Redirect-chain checking in bulk with Google Sheets

Redirect-chain checking in bulk. For quick and near-realtime analysis. That's what I needed. And I wanted it in Google Sheets, so I could quickly slice & dice all the data. So I coded it. You can simply copy & paste it. Follow the instructions.

A free, copy & paste Google Apps Script #

Redirect-chains are something you need to analyse a lot when dealing with migrations, redirects, or broken link building: it's a thing.

With this post I am following up on my earlier post about more advanced web scraping with Google Sheets. This time around I present to you: a dedicated bulk redirect-chain checker.

No need to install anything.
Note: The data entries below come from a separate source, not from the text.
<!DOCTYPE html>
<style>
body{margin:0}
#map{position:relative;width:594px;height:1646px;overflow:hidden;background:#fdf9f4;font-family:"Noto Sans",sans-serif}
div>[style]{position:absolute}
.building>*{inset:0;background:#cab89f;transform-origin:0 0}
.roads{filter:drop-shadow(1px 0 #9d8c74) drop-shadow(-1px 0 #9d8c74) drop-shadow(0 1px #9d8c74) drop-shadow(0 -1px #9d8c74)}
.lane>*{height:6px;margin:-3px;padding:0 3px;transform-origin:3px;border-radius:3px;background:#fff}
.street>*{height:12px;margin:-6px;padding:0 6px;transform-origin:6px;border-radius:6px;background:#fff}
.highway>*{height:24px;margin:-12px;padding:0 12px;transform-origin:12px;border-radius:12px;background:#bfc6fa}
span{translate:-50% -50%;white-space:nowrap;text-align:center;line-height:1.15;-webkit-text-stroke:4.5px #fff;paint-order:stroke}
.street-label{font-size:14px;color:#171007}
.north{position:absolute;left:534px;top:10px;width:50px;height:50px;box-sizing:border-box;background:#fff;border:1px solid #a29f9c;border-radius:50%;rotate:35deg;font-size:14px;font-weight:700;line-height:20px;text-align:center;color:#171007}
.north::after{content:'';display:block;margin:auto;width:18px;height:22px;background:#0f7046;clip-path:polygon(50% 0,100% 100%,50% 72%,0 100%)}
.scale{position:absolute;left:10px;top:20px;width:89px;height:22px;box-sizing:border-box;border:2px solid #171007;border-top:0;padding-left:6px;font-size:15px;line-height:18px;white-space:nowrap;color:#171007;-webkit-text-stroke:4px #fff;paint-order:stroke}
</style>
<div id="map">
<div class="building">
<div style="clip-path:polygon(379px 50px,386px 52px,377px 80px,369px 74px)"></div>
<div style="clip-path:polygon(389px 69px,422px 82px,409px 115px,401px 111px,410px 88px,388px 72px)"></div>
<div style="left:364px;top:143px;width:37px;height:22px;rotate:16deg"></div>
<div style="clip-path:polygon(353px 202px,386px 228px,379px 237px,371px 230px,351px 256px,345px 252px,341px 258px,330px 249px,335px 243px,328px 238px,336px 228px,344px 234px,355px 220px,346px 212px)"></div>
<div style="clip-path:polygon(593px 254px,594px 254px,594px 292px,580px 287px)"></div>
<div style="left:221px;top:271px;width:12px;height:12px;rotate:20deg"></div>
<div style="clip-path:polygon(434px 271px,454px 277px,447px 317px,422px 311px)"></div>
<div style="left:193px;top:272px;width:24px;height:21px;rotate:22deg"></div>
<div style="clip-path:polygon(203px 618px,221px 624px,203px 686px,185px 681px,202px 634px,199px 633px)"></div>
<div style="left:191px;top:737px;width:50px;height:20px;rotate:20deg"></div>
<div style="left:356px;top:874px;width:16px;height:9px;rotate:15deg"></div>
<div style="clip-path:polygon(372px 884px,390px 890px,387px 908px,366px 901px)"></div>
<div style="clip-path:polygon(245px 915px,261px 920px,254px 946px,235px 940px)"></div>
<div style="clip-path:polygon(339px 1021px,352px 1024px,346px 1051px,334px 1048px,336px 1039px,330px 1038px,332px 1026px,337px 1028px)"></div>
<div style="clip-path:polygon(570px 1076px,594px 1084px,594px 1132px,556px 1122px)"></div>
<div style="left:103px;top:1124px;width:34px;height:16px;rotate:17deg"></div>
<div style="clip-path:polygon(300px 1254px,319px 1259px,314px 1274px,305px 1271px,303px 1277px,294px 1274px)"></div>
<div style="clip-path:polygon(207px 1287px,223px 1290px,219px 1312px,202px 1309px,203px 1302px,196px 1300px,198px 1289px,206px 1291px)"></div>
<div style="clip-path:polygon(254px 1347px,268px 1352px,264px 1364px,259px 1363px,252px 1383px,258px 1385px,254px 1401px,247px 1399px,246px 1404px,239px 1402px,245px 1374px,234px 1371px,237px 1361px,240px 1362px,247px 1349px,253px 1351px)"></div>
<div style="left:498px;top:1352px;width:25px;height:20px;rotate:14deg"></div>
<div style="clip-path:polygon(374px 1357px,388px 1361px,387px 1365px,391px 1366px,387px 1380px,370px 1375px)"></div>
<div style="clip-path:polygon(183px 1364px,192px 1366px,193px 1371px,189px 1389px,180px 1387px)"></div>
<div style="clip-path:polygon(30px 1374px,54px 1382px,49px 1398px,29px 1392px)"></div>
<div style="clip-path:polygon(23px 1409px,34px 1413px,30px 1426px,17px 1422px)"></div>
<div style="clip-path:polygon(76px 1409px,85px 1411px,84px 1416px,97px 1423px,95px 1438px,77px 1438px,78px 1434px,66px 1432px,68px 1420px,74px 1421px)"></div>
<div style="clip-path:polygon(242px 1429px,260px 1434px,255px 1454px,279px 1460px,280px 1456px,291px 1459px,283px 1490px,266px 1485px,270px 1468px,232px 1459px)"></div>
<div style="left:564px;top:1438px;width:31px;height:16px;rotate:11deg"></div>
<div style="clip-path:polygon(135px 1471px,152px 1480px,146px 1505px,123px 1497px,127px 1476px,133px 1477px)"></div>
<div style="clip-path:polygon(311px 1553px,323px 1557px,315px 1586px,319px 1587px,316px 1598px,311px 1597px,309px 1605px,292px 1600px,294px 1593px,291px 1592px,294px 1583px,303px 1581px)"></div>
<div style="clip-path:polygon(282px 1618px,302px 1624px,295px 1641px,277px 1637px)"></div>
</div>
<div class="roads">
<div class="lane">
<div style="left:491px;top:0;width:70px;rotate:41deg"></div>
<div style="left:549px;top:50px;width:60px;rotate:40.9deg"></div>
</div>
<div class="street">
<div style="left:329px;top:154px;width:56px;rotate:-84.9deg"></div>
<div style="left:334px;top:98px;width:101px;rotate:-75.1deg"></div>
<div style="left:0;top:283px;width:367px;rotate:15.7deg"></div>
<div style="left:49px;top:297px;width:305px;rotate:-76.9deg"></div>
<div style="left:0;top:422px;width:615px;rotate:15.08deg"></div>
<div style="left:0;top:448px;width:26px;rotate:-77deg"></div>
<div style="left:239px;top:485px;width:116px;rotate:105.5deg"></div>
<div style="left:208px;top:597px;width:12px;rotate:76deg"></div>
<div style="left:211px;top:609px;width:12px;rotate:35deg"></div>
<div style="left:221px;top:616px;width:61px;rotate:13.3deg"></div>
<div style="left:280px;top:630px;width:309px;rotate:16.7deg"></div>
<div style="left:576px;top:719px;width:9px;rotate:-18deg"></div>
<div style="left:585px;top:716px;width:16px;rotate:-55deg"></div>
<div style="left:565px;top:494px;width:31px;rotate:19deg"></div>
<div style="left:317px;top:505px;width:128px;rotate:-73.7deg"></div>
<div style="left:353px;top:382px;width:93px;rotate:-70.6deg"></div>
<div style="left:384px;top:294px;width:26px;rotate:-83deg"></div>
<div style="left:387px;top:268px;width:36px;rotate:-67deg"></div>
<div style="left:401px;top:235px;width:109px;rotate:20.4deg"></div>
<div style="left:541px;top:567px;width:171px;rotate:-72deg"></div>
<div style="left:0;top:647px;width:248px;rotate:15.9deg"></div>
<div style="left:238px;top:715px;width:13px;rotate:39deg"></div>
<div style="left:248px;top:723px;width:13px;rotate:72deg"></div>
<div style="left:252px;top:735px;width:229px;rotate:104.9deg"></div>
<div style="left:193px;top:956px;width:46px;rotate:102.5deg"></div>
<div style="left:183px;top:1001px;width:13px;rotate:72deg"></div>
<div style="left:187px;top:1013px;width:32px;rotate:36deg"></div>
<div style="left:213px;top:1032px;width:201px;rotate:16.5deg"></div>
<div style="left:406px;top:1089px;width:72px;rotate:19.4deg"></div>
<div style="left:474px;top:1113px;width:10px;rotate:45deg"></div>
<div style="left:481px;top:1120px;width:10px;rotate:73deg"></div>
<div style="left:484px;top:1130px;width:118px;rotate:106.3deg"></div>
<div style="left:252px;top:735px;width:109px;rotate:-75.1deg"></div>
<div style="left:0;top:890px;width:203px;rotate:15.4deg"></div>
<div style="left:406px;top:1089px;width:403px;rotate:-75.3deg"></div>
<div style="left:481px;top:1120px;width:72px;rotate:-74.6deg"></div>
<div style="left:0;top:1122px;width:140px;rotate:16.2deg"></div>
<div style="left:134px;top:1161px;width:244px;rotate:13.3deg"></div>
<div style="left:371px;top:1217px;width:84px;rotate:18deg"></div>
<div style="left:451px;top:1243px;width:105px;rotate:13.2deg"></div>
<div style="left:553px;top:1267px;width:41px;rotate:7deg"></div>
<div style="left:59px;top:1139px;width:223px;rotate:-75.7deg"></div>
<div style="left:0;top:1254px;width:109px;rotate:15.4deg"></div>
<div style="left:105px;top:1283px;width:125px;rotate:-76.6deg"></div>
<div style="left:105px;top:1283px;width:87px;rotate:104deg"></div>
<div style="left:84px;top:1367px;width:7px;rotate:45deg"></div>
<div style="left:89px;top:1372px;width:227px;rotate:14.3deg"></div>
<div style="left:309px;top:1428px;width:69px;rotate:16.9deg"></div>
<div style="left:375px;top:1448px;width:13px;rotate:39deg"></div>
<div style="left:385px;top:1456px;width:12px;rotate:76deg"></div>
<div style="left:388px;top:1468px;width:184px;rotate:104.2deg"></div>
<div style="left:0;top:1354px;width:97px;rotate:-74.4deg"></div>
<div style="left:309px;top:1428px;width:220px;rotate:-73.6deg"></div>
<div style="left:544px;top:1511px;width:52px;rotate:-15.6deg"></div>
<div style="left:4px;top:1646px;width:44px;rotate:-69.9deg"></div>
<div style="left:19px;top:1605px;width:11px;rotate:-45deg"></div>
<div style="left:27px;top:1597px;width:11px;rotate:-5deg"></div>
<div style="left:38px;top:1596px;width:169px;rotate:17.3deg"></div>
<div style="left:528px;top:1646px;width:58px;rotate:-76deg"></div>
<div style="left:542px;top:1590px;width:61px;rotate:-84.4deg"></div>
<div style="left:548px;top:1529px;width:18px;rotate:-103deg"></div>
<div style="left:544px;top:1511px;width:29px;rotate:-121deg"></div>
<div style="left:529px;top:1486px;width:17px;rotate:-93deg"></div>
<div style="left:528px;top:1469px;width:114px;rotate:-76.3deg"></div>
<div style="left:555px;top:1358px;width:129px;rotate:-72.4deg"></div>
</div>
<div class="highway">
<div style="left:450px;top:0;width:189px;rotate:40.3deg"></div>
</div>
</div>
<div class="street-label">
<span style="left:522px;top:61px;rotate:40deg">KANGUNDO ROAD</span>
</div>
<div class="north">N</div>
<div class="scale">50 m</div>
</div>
Just copy & paste the code in the right place (follow the instructions below), call the custom function =scraper(url) and off you go.

You can easily use it for a lot of URLs: 1k - 5k maybe even (until Google Sheets starts complaining about Too Many Requests).

Step 1: Add the Cheerio library to your sheet #

Did you know you can load external libraries into Google Apps and so use their goodness? For this, I've used Cheerio, which basically mimics jQuery's element selection easyness.

  1. 1.

    In the Google Sheet you want to use this script with, go to Extensions > Apps Script

  2. 2.

    Now you’re in the In Apps Script interface. Go to Libraries in the sidebar to the left, and click the + button

  3. 3.

    Copypaste the following library ID: 1ReeQ6WO8kKNxoaA_O0XEQ589cIrRvEBA9qcWpNqdOP17i47u6N9M5Xh0

  4. 4.

    Click Lookup, select the highest number from the list, and click Add

Congrats! Now you’ve added the scraping power of Cheerio to your Apps Script! This will enable you to use css selectors instead of xpath, which is way easier (thank me later).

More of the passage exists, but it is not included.